(WHAT YOU HAVE TO DO): Wherever the word "mark" appears in a line below, that line counts; report the total number of such lines only.

(INFORMATION SUPPLIED):
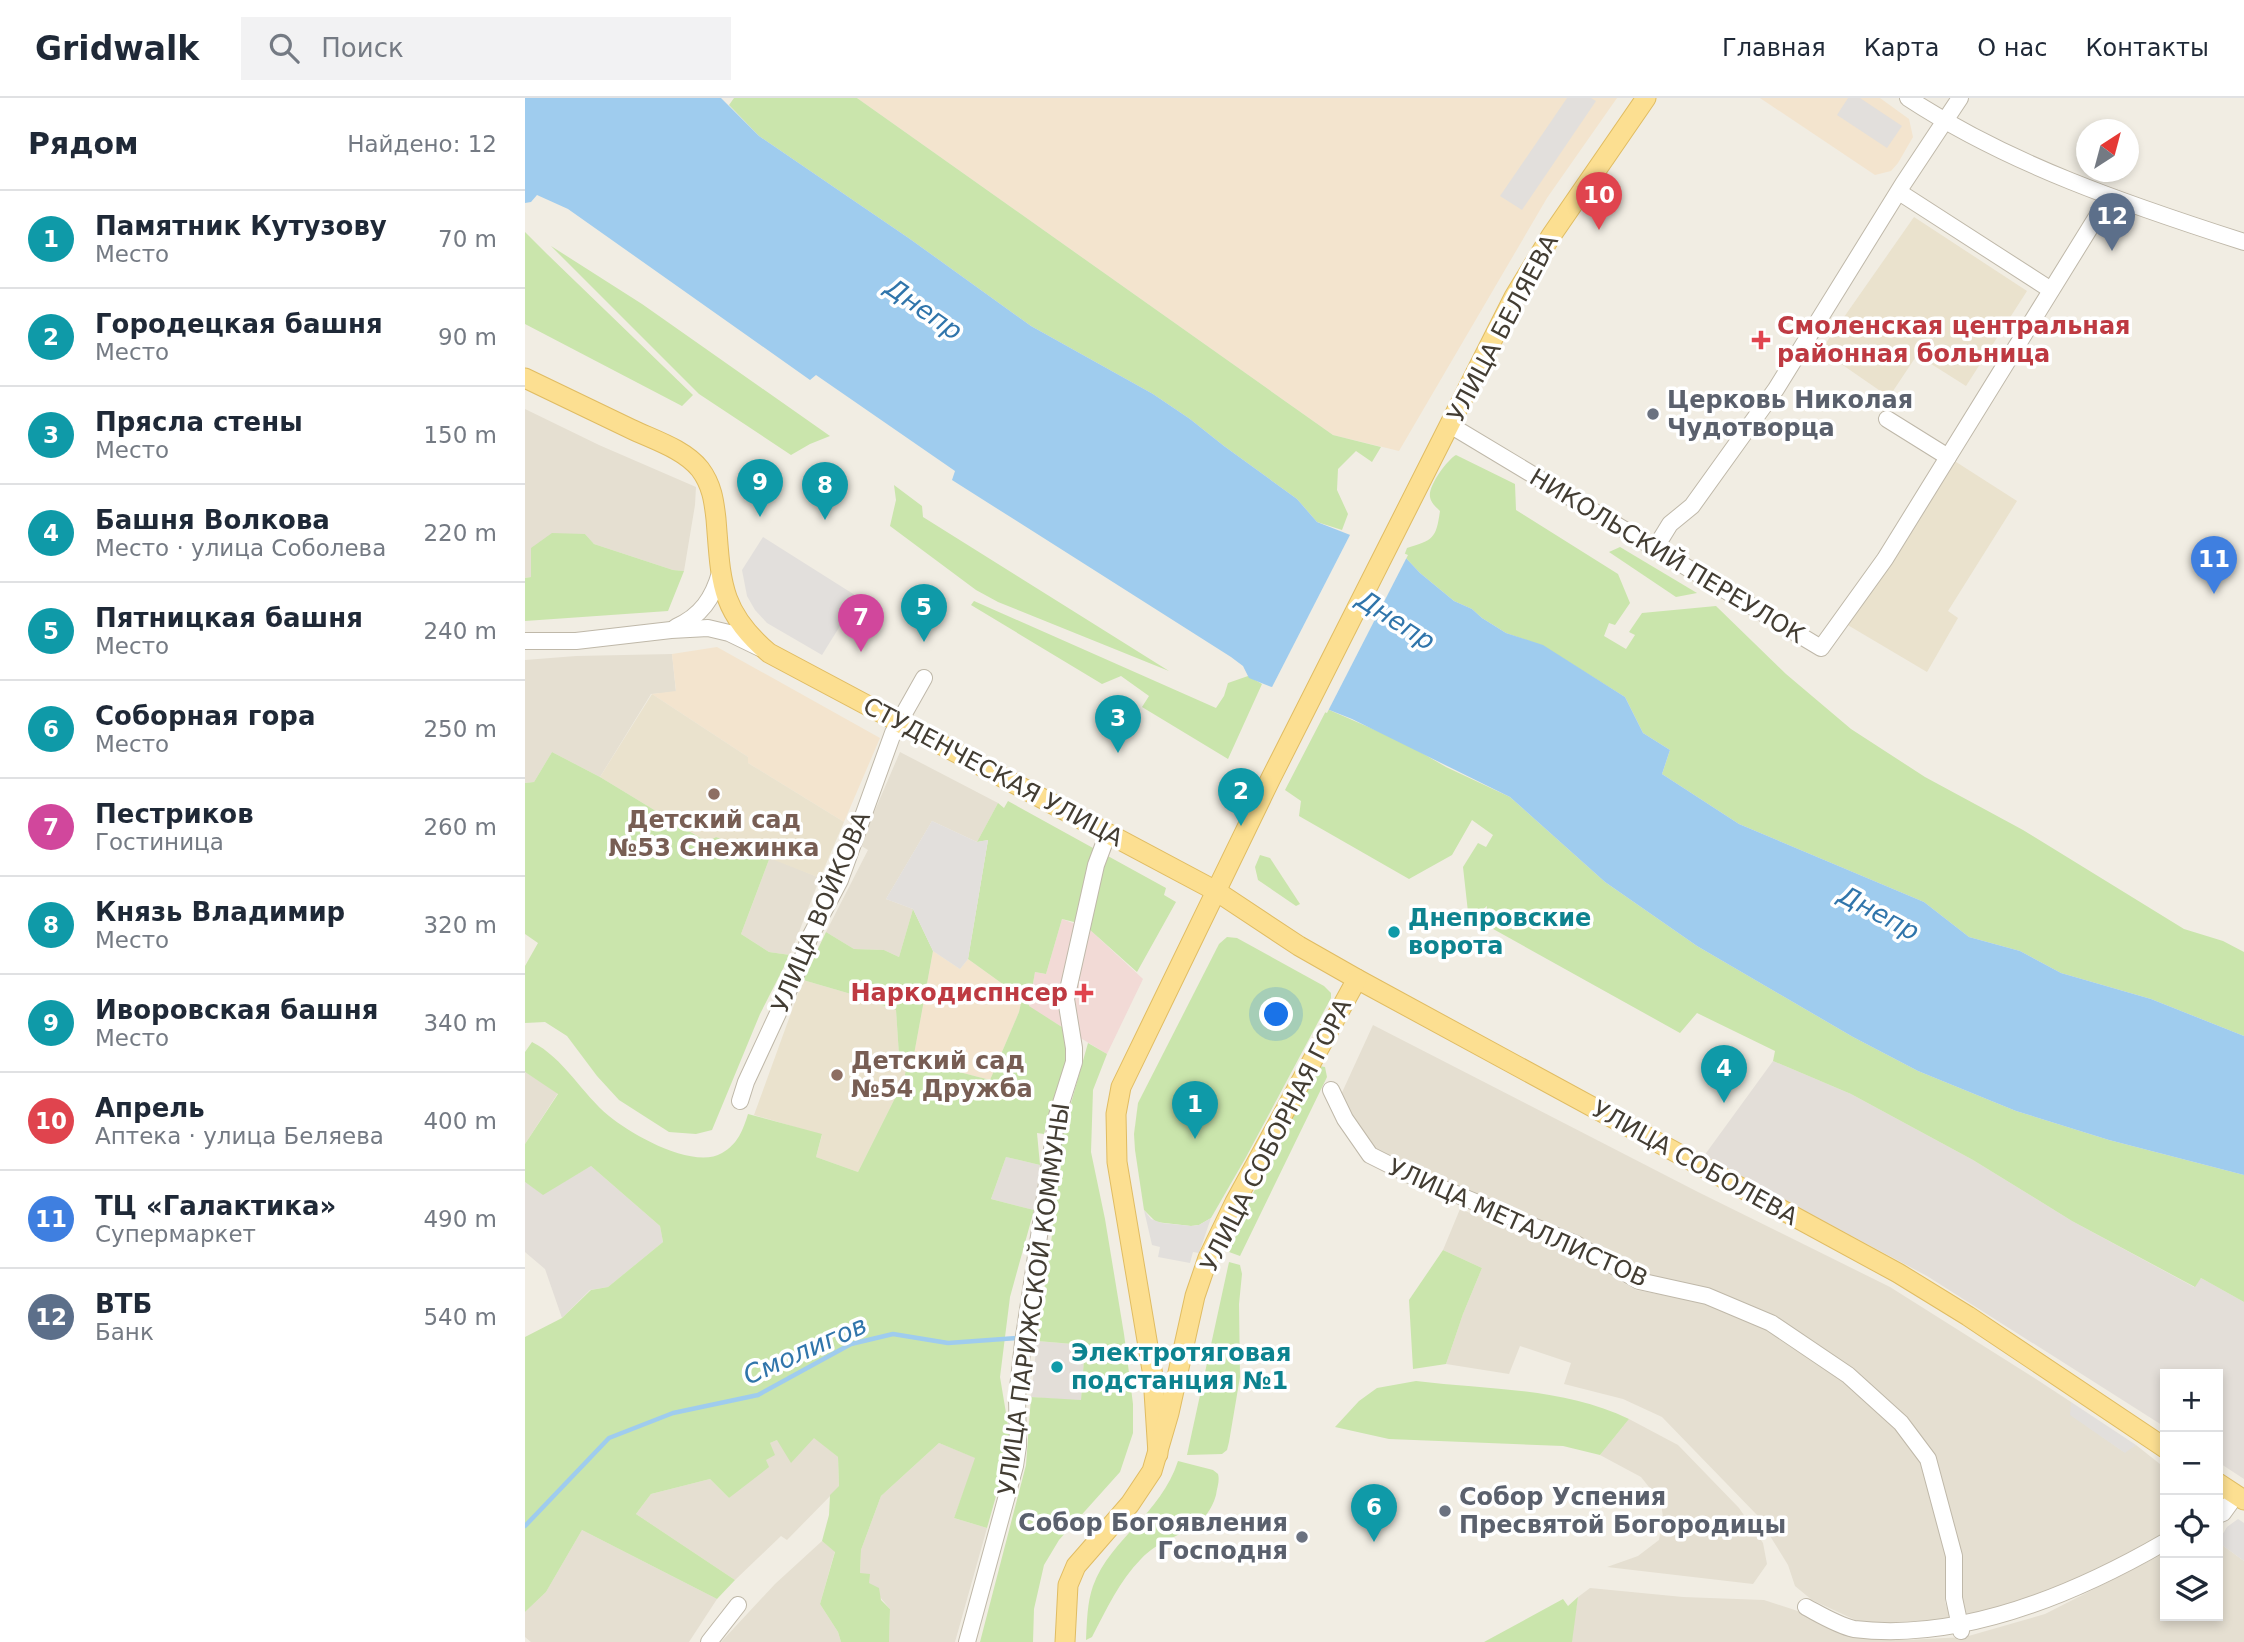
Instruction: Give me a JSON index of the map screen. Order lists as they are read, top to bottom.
{
  "streets": {
    "main road": [
      "УЛИЦА БЕЛЯЕВА",
      "СТУДЕНЧЕСКАЯ УЛИЦА",
      "УЛИЦА СОБОРНАЯ ГОРА",
      "УЛИЦА СОБОЛЕВА"
    ],
    "street": [
      "НИКОЛЬСКИЙ ПЕРЕУЛОК",
      "УЛИЦА ВОЙКОВА",
      "УЛИЦА МЕТАЛЛИСТОВ",
      "УЛИЦА ПАРИЖСКОЙ КОММУНЫ"
    ]
  },
  "crossings": [
    ["УЛИЦА БЕЛЯЕВА", "НИКОЛЬСКИЙ ПЕРЕУЛОК"],
    ["УЛИЦА БЕЛЯЕВА", "СТУДЕНЧЕСКАЯ УЛИЦА"],
    ["УЛИЦА БЕЛЯЕВА", "УЛИЦА СОБОРНАЯ ГОРА"],
    ["УЛИЦА БЕЛЯЕВА", "УЛИЦА СОБОЛЕВА"],
    ["СТУДЕНЧЕСКАЯ УЛИЦА", "УЛИЦА ВОЙКОВА"],
    ["СТУДЕНЧЕСКАЯ УЛИЦА", "УЛИЦА СОБОЛЕВА"],
    ["СТУДЕНЧЕСКАЯ УЛИЦА", "УЛИЦА ПАРИЖСКОЙ КОММУНЫ"],
    ["УЛИЦА СОБОРНАЯ ГОРА", "УЛИЦА СОБОЛЕВА"]
  ],
  "water": ["Днепр", "Смолигов"],
  "places": {
    "health": ["Смоленская центральная районная больница", "Наркодиспнсер"],
    "other": [
      "Церковь Николая Чудотворца",
      "Детский сад №53 Снежинка",
      "Днепровские ворота",
      "Детский сад №54 Дружба",
      "Электротяговая подстанция №1",
      "Собор Успения Пресвятой Богородицы",
      "Собор Богоявления Господня"
    ]
  },
  "north": "top right",
  "page": {
    "header": "Gridwalk",
    "search": "Поиск",
    "nav": [
      "Главная",
      "Карта",
      "О нас",
      "Контакты"
    ],
    "heading": ["Рядом", "Найдено: 12"],
    "pins": [
      "10",
      "12",
      "9",
      "8",
      "11",
      "5",
      "7",
      "3",
      "2",
      "4",
      "1",
      "6"
    ],
    "list": [
      {
        "mark": "1",
        "name": "Памятник Кутузову",
        "note": "Место",
        "value": "70 m"
      },
      {
        "mark": "2",
        "name": "Городецкая башня",
        "note": "Место",
        "value": "90 m"
      },
      {
        "mark": "3",
        "name": "Прясла стены",
        "note": "Место",
        "value": "150 m"
      },
      {
        "mark": "4",
        "name": "Башня Волкова",
        "note": "Место · улица Соболева",
        "value": "220 m"
      },
      {
        "mark": "5",
        "name": "Пятницкая башня",
        "note": "Место",
        "value": "240 m"
      },
      {
        "mark": "6",
        "name": "Соборная гора",
        "note": "Место",
        "value": "250 m"
      },
      {
        "mark": "7",
        "name": "Пестриков",
        "note": "Гостиница",
        "value": "260 m"
      },
      {
        "mark": "8",
        "name": "Князь Владимир",
        "note": "Место",
        "value": "320 m"
      },
      {
        "mark": "9",
        "name": "Иворовская башня",
        "note": "Место",
        "value": "340 m"
      },
      {
        "mark": "10",
        "name": "Апрель",
        "note": "Аптека · улица Беляева",
        "value": "400 m"
      },
      {
        "mark": "11",
        "name": "ТЦ «Галактика»",
        "note": "Супермаркет",
        "value": "490 m"
      },
      {
        "mark": "12",
        "name": "ВТБ",
        "note": "Банк",
        "value": "540 m"
      }
    ],
    "map_buttons": ["+", "−"]
  }
}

(RESULT OF THE EXERCISE): 12